## TASK ITEM
Whenever the string "import" appears in a line below, please copy the line out.

(Beginning of DATASET RECORDS)

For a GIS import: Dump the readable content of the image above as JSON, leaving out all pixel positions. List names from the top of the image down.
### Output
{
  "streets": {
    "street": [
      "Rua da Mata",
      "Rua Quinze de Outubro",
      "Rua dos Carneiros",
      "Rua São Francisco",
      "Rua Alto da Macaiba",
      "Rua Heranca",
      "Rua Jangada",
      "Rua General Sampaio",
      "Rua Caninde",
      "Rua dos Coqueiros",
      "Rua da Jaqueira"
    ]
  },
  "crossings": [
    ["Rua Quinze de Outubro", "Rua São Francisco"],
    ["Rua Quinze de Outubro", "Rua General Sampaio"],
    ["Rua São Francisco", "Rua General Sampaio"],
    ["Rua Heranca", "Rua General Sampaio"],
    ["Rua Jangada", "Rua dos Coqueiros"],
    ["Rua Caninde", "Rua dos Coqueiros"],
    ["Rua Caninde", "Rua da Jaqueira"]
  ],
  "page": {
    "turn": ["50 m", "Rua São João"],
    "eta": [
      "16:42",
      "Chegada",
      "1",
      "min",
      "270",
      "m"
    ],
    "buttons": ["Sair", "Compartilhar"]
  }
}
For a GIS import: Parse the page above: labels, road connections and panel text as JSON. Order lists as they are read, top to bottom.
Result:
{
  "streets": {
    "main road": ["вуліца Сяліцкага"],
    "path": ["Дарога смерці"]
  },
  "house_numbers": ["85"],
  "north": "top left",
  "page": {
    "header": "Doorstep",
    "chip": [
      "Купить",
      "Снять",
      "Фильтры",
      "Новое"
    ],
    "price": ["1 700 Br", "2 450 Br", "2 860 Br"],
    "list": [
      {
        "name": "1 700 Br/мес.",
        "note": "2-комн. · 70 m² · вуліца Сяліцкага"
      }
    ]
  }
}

(End of DATASET RECORDS)

## WRITTEN ANSWER
For a GIS import: Dump the readable content of the image above as JSON, leaving out all pixel positions. List names from the top of the image down.
For a GIS import: Parse the page above: labels, road connections and panel text as JSON. Order lists as they are read, top to bottom.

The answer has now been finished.